Installation of an all-electric tube bending machine has helped White Brothers, the official developer and supplier of four-stroke exhausts to Factory Yamaha, to bring its bending process in-house and slash the time it takes to prototype new designs.
A Unison Breeze all-electric tube bending machine has enabled White Brothers, the official developer and supplier of four-stroke exhausts to Factory Yamaha, to replace a sub-contracted prototyping fabrication process that used to take up to two weeks; turnaround times are now measured in hours. The much greater control over the bending process is also helping the development team to experiment more, and produce optimum shapes for its customers more rapidly.
White Brothers is renowned as an innovator in high-performance exhaust systems for Motocross motorcycles and all-terrain vehicles. Its range includes replacement silencers and complete exhaust systems with shaped head pipes. Expert attention to the shape, diameters and angles used in the flow path ensure that the company's exhausts deliver more power. The products also reduce weight substantially - for example, one exhaust employs titanium tubing and a carbon fibre shell - for a combination of strength and weight reduction.
Development and production
The equipment installed at White Brothers is a 3-inch (76mm) multi-stack all-electric tube bender from Unison's Breeze range. The machine is used for both development purposes and for the majority of the regular production. Conventionally, a multi-stack tooling arrangement is used to allow complex shapes to be produced without tool changes. However, White Brothers exploits this feature to additionally speed-up production, by fitting combinations of bending dies that allow the most common types of head pipe to be fabricated without reconfiguration. In combination with the software-controlled configuration process of the all-electric machine, this allows batch changeovers in minutes.

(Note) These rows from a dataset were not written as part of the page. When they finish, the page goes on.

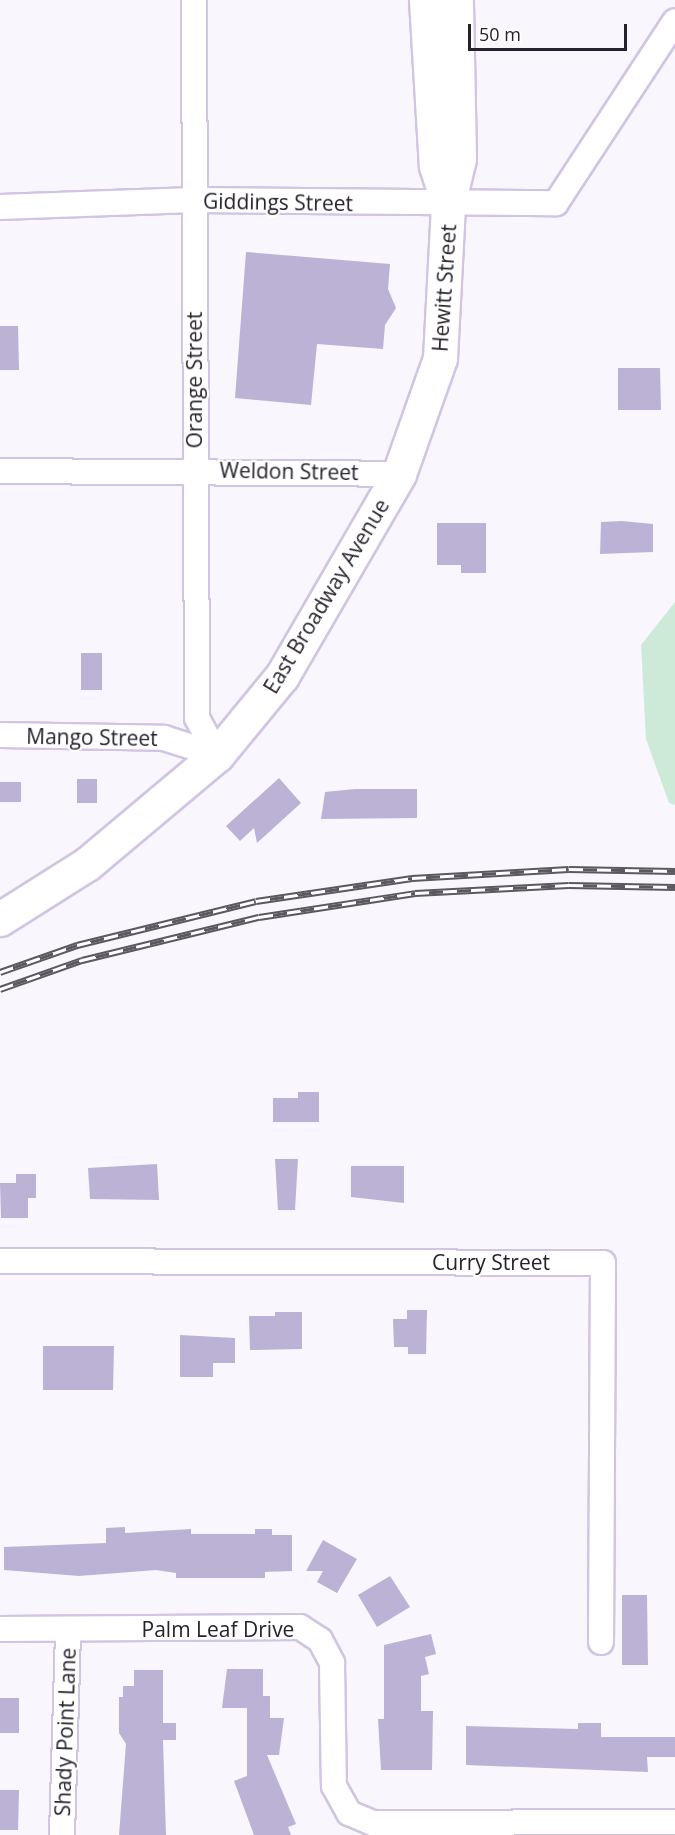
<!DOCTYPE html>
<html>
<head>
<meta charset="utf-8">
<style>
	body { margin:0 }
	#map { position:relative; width:675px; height:1835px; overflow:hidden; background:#f9f6fd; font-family:"Open Sans",sans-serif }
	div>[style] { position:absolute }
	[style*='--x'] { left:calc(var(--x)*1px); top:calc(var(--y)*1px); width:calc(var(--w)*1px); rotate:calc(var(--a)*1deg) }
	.green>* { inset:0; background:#cdead9 }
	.building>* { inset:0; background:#bcb2d6 }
	.roads { filter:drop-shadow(2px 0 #d2c4e3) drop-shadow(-2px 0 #d2c4e3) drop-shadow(0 2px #d2c4e3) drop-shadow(0 -2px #d2c4e3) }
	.street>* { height:24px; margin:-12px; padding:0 12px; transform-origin:12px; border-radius:12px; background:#fff }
	.secondary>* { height:33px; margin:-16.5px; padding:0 16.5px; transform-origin:16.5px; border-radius:16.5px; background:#fff }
	.rail>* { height:7px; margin-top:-3.5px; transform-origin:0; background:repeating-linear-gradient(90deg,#fff 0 14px,#5c5761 0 28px); box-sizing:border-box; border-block:2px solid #5c5761 }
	span { translate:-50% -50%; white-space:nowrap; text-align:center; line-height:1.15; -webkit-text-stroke:4.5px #fff; paint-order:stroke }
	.street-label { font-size:21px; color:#27212d }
	.scale { position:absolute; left:468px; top:24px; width:159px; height:27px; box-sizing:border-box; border:3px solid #27212d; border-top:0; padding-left:8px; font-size:18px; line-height:21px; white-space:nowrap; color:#27212d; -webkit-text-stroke:4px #fff; paint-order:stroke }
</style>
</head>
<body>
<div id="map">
	<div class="green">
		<i style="clip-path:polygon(675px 602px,675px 805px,669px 803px,646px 739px,641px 645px)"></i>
	</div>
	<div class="building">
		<i style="clip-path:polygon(246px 252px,390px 264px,388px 289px,396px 308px,385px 325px,383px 349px,317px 344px,311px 405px,235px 398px)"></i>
		<i style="clip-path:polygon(0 326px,18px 326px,19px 370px,0 370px)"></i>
		<i style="clip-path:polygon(618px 368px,660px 368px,661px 410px,618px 410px)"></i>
		<i style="clip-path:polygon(622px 521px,653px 524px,653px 552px,600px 554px,601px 522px)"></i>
		<i style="clip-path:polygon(437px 523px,486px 523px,486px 573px,461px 573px,461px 565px,437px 565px)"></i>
		<i style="clip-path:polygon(81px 653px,102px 653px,102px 690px,81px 690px)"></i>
		<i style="clip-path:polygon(279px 778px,301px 803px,257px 843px,254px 828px,240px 841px,226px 826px)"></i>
		<i style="clip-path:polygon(77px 779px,97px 779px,97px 803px,77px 803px)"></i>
		<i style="clip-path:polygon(0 782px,21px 782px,21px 802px,0 802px)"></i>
		<i style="clip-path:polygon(355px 789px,417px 789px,417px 818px,321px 819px,325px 792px)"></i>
		<i style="clip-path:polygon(298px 1092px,319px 1092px,319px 1122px,273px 1122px,273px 1098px,298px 1098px)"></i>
		<i style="clip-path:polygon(275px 1159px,298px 1159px,295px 1210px,278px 1210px)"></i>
		<i style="clip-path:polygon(157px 1164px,159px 1200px,90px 1199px,88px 1168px)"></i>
		<i style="clip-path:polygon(351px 1166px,404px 1166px,404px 1203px,351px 1197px)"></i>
		<i style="clip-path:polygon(16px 1174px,36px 1174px,36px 1198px,28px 1198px,28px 1218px,1px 1218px,0 1183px,16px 1183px)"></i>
		<i style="clip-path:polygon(407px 1310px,427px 1310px,426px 1354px,408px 1354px,408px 1347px,394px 1347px,393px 1319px,407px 1319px)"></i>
		<i style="clip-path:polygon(275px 1312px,302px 1312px,302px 1349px,250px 1350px,249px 1316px,275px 1316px)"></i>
		<i style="clip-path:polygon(180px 1335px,235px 1338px,235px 1363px,213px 1363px,213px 1377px,180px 1377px)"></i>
		<i style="clip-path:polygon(43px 1346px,114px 1346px,113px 1390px,43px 1390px)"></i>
		<i style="clip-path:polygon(125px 1527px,125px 1533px,191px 1529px,191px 1534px,255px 1534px,255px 1529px,272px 1529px,272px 1535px,292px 1535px,292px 1571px,265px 1572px,265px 1578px,176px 1578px,176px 1573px,156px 1570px,79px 1576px,4px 1570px,4px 1547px,106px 1543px,106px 1528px)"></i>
		<i style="clip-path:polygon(323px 1540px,357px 1559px,337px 1593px,317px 1582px,323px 1571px,306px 1571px)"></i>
		<i style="clip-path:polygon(390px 1576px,410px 1607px,377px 1627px,358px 1595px)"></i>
		<i style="clip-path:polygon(622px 1595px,647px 1595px,648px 1665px,622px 1665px)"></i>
		<i style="clip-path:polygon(431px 1634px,436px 1654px,425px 1657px,429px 1674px,421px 1676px,421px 1711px,433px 1711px,432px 1770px,381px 1770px,378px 1719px,384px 1719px,384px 1645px)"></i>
		<i style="clip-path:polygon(227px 1669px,263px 1669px,263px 1696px,270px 1696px,270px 1718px,284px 1718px,279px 1755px,267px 1755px,296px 1824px,288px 1827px,291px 1835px,254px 1835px,234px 1781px,247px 1776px,247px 1708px,222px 1708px)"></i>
		<i style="clip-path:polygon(134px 1670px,163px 1670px,163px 1723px,176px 1723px,176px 1740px,163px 1740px,166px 1835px,119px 1835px,126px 1744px,119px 1733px,119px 1697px,123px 1697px,123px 1686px,134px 1686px)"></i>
		<i style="clip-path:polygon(0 1698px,19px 1698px,19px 1733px,0 1733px)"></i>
		<i style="clip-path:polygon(578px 1723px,601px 1723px,601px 1737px,675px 1737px,675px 1757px,647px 1757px,648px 1772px,466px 1765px,466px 1726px,578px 1729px)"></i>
		<i style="clip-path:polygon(0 1790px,19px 1790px,18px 1830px,0 1830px)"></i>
	</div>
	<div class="roads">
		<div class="street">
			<i style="--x:194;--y:0;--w:718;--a:89.76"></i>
			<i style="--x:197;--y:718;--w:42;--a:61.6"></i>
			<i style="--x:0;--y:207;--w:194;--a:-2.1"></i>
			<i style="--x:194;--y:200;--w:362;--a:0.5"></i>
			<i style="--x:556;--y:203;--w:217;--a:-56.8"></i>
			<i style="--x:0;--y:471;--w:399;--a:0.4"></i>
			<i style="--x:0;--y:735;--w:164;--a:1"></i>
			<i style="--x:164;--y:738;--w:56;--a:17.8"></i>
			<i style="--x:0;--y:1261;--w:603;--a:0.19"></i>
			<i style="--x:603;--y:1263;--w:379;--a:90.3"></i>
			<i style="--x:0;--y:1629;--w:300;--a:-0.4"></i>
			<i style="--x:300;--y:1627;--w:24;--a:33"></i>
			<i style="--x:320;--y:1640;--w:26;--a:62"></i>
			<i style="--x:332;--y:1663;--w:123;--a:89.1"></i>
			<i style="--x:334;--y:1786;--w:31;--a:61"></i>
			<i style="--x:349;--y:1813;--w:26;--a:23"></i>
			<i style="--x:373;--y:1823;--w:302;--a:-0.2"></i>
			<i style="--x:62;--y:1835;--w:206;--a:-88.3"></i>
		</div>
		<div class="secondary">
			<i style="--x:426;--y:0;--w:166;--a:86.6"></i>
			<i style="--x:436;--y:166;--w:35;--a:72"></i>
			<i style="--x:0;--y:919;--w:103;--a:-32.3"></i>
			<i style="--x:87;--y:864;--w:170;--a:-40"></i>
			<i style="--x:217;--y:755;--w:102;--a:-50.6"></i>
			<i style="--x:282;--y:676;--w:233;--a:-59.9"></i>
			<i style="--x:399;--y:474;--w:123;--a:-70.5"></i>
			<i style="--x:440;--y:358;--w:154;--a:-87"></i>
			<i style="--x:448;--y:204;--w:46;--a:-76.3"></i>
			<i style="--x:459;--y:159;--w:159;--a:-91.1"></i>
		</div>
	</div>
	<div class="rail">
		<i style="--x:0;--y:972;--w:82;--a:-19.3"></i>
		<i style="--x:77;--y:945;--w:184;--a:-13.8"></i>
		<i style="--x:256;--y:901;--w:158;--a:-8.4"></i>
		<i style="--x:412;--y:878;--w:157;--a:-3.3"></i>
		<i style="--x:569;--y:869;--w:106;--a:1.1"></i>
		<i style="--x:0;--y:989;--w:87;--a:-19.5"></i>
		<i style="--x:82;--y:960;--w:182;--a:-13.7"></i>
		<i style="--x:259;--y:917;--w:158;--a:-8.7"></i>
		<i style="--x:415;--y:893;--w:154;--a:-3"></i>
		<i style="--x:569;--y:885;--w:106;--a:1.1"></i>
	</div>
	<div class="street-label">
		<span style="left:278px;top:202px;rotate:1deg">Giddings Street</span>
		<span style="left:444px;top:288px;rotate:-86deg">Hewitt Street</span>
		<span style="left:194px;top:380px;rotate:-90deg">Orange Street</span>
		<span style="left:289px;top:471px;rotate:1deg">Weldon Street</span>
		<span style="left:326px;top:596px;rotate:-59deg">East Broadway Avenue</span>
		<span style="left:92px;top:737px;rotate:1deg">Mango Street</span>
		<span style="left:491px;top:1262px">Curry Street</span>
		<span style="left:218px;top:1629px">Palm Leaf Drive</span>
		<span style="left:65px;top:1732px;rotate:-88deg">Shady Point Lane</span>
	</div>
	<div class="scale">50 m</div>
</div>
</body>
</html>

In this way, the company often manages to fabricate batches of as many as 10 different product lines before stopping the machine to change tooling.
When bringing the tube bending process in house, White Brothers opted for an all-electric machine. Whereas most tube benders today are powered hydraulically, and need to be carefully set up for each bending task by a skilled fitter, Unison's machine employs electric servo motors to control the bending process. This provides very precise bending under software control, allowing each operation to be configured automatically from downloaded design data - and replicated precisely again and again. The technology is well suited to White Brothers' batch production environment where exhaust pipes are often fabricated in relatively small quantities of 50 or so. The inherent accuracy and repeatability offered by the Unison machine, which relies on closed-loop axis control techniques and is immune to variations in temperature, etc, means that the first part made is usually correct, and the rest of the batch can be run immediately.
Unison's USA distributor Horn Machine Tools and its Californian representative, Swartz Industrial Sales, assisted White Brothers in specifying the machine. Commenting on the application, Bill Swartz says: "This application demonstrates the virtues of all-electric tube bending technology well. The software-controlled nature of the machine allows it to support the different demands of both R&D and production users well. It repeatably produces parts that are bent to very fine accuracies in order to fit into jam-packed motorcycle frames, in small batches, and using very expensive tubing materials such as titanium and stainless steel - where any significant level of scrap would be very costly indeed."